§ **Work required**
Return the listing below unchanged, minus its pictures.

** Opening Materials provided block **

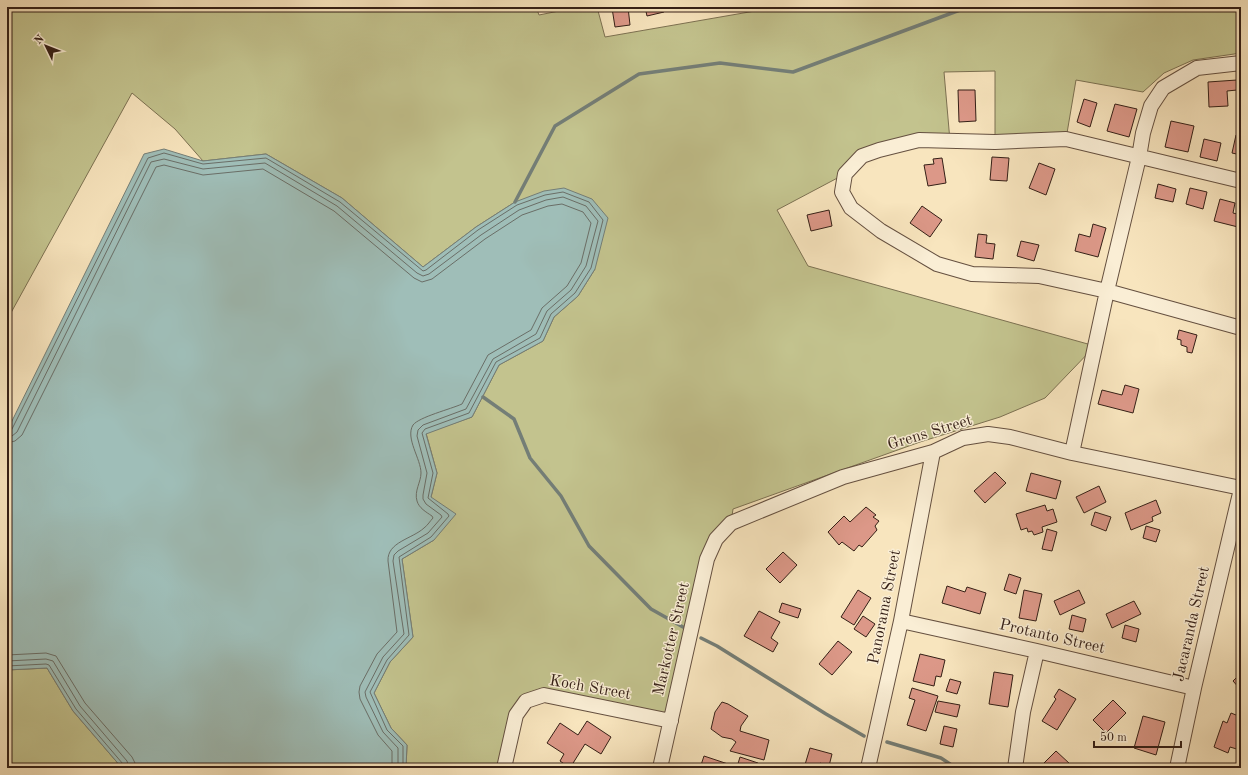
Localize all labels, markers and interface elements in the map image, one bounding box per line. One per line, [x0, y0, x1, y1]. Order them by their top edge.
north arrow [26, 26, 66, 66]
text: N [33, 33, 47, 47]
street label: Grens Street [886, 412, 975, 454]
street label: Panorama Street [866, 548, 904, 666]
street label: Jacaranda Street [1171, 564, 1213, 683]
street label: Markotter Street [651, 580, 693, 697]
street label: Protanto Street [998, 617, 1107, 657]
street label: Koch Street [548, 673, 632, 703]
scale bar [1094, 723, 1181, 749]
text: 50 m [1100, 731, 1127, 744]

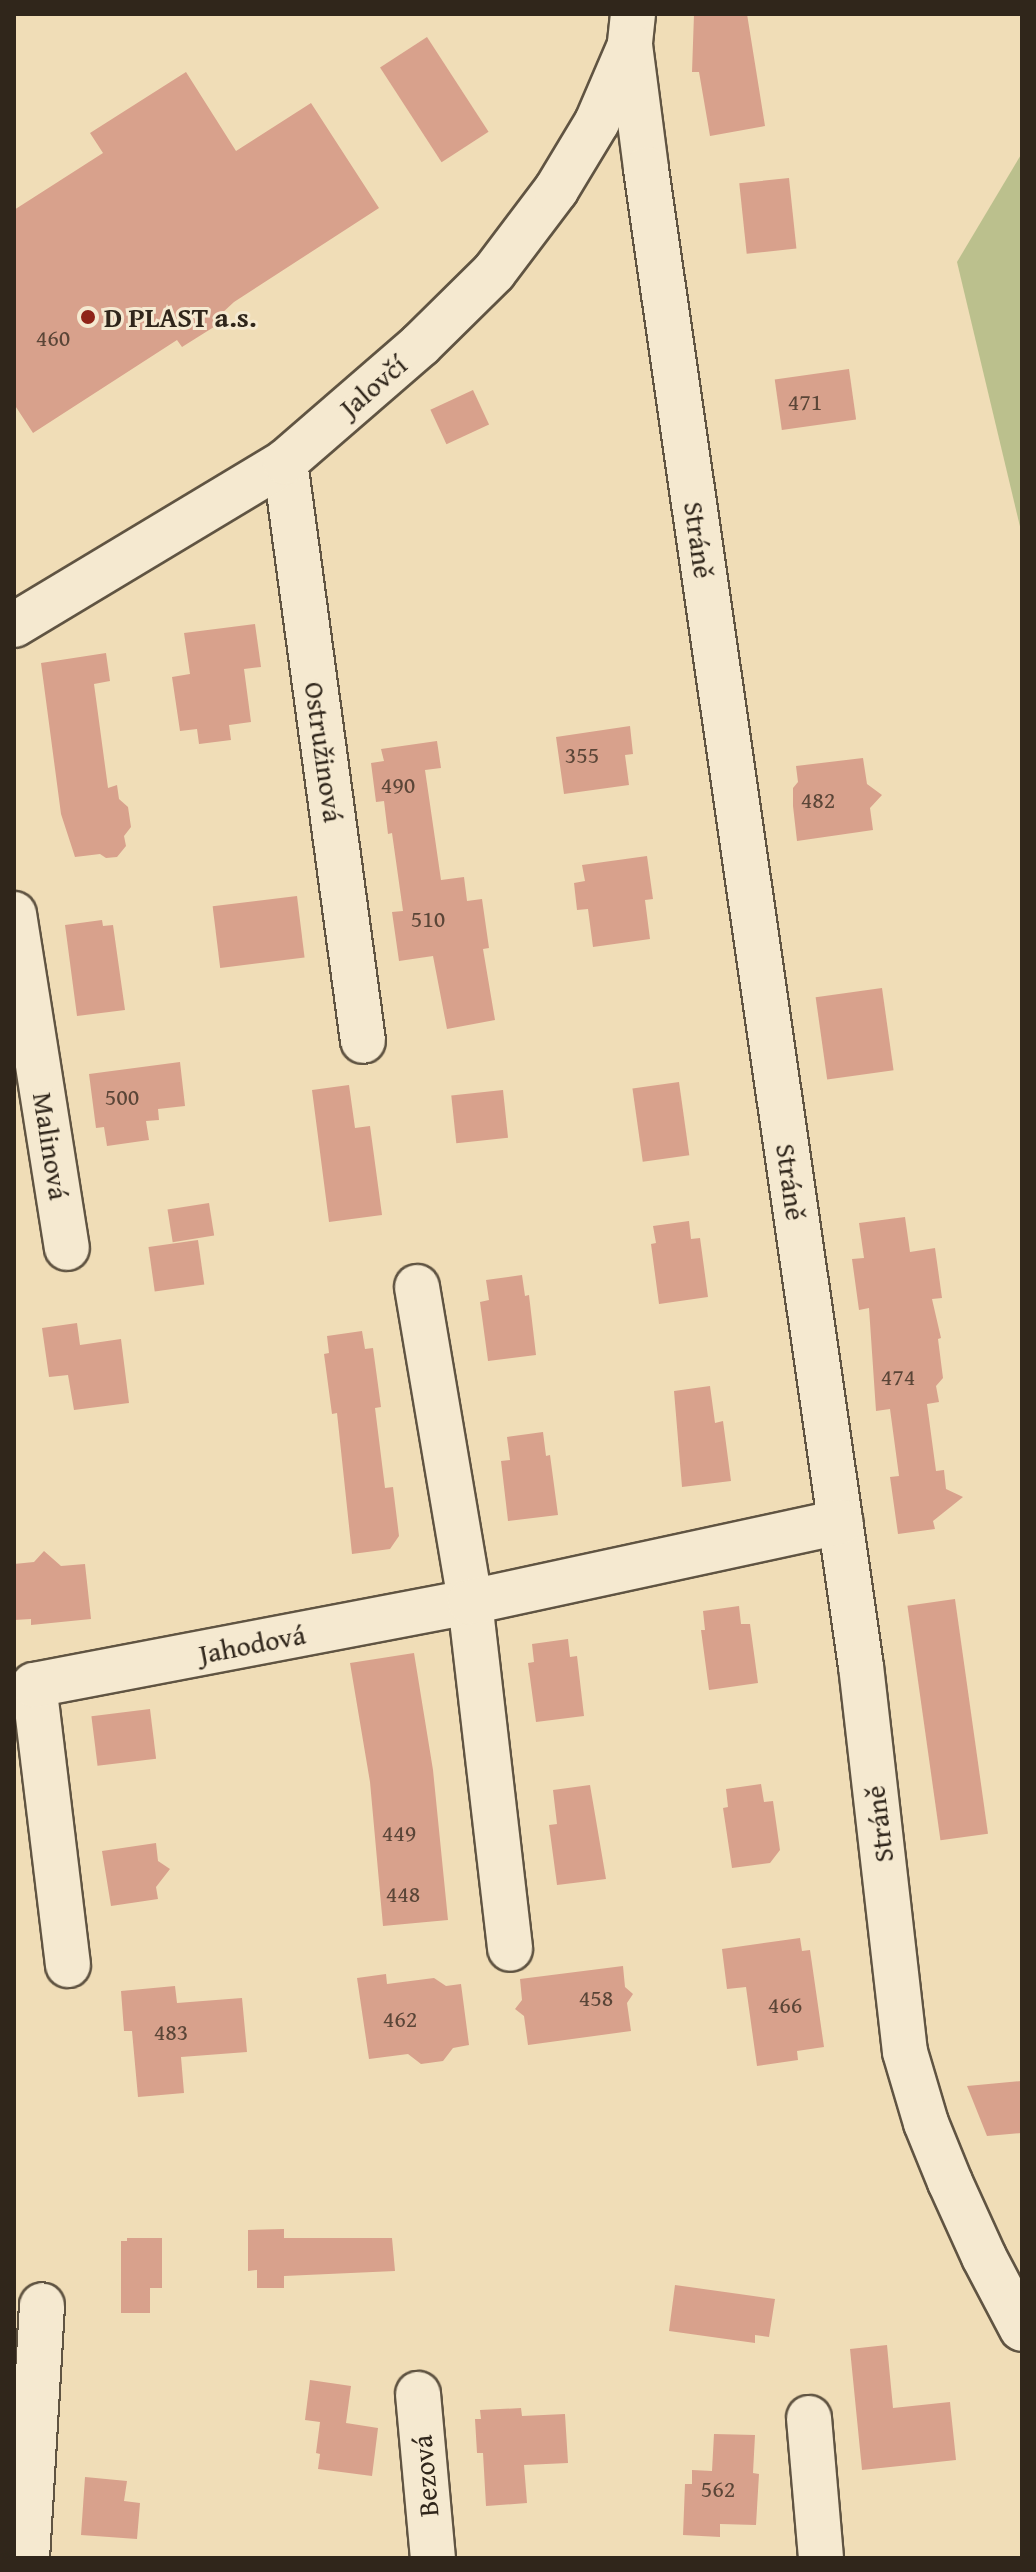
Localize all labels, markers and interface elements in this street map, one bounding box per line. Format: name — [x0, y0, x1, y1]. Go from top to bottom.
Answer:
place label: D PLAST a.s. — [104, 300, 257, 334]
marker: D PLAST a.s. — [79, 308, 97, 326]
house number: 460 — [36, 324, 70, 352]
street label: Jalovčí — [333, 348, 413, 424]
house number: 471 — [788, 388, 822, 416]
street label: Stráně — [677, 499, 721, 581]
street label: Ostružinová — [298, 680, 350, 824]
house number: 355 — [565, 741, 599, 769]
house number: 490 — [381, 771, 415, 799]
house number: 482 — [801, 786, 835, 814]
house number: 510 — [411, 905, 445, 933]
house number: 500 — [105, 1083, 139, 1111]
street label: Malinová — [26, 1090, 76, 1202]
street label: Stráně — [769, 1141, 813, 1223]
house number: 474 — [881, 1363, 915, 1391]
street label: Jahodová — [196, 1617, 308, 1671]
street label: Stráně — [858, 1784, 900, 1864]
house number: 449 — [382, 1819, 416, 1847]
house number: 448 — [386, 1880, 420, 1908]
house number: 458 — [579, 1984, 613, 2012]
house number: 466 — [768, 1991, 802, 2019]
house number: 462 — [383, 2005, 417, 2033]
house number: 483 — [154, 2018, 188, 2046]
street label: Bezová — [405, 2434, 445, 2518]
house number: 562 — [701, 2475, 735, 2503]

** Closing Materials provided block **

§ **Solution for this exercise**
Localize all labels, markers and interface elements in the map image, one bounding box per line. One per line, [x0, y0, x1, y1]. Order them by their top edge.
north arrow [26, 26, 66, 66]
text: N [33, 33, 47, 47]
street label: Grens Street [886, 412, 975, 454]
street label: Panorama Street [866, 548, 904, 666]
street label: Jacaranda Street [1171, 564, 1213, 683]
street label: Markotter Street [651, 580, 693, 697]
street label: Protanto Street [998, 617, 1107, 657]
street label: Koch Street [548, 673, 632, 703]
scale bar [1094, 723, 1181, 749]
text: 50 m [1100, 731, 1127, 744]

Localize all labels, markers and interface elements in this street map, one bounding box per line. Format: name — [x0, y0, x1, y1]. Go from top to bottom.
Answer:
place label: D PLAST a.s. — [104, 300, 257, 334]
marker: D PLAST a.s. — [79, 308, 97, 326]
house number: 460 — [36, 324, 70, 352]
street label: Jalovčí — [333, 348, 413, 424]
house number: 471 — [788, 388, 822, 416]
street label: Stráně — [677, 499, 721, 581]
street label: Ostružinová — [298, 680, 350, 824]
house number: 355 — [565, 741, 599, 769]
house number: 490 — [381, 771, 415, 799]
house number: 482 — [801, 786, 835, 814]
house number: 510 — [411, 905, 445, 933]
house number: 500 — [105, 1083, 139, 1111]
street label: Malinová — [26, 1090, 76, 1202]
street label: Stráně — [769, 1141, 813, 1223]
house number: 474 — [881, 1363, 915, 1391]
street label: Jahodová — [196, 1617, 308, 1671]
street label: Stráně — [858, 1784, 900, 1864]
house number: 449 — [382, 1819, 416, 1847]
house number: 448 — [386, 1880, 420, 1908]
house number: 458 — [579, 1984, 613, 2012]
house number: 466 — [768, 1991, 802, 2019]
house number: 462 — [383, 2005, 417, 2033]
house number: 483 — [154, 2018, 188, 2046]
street label: Bezová — [405, 2434, 445, 2518]
house number: 562 — [701, 2475, 735, 2503]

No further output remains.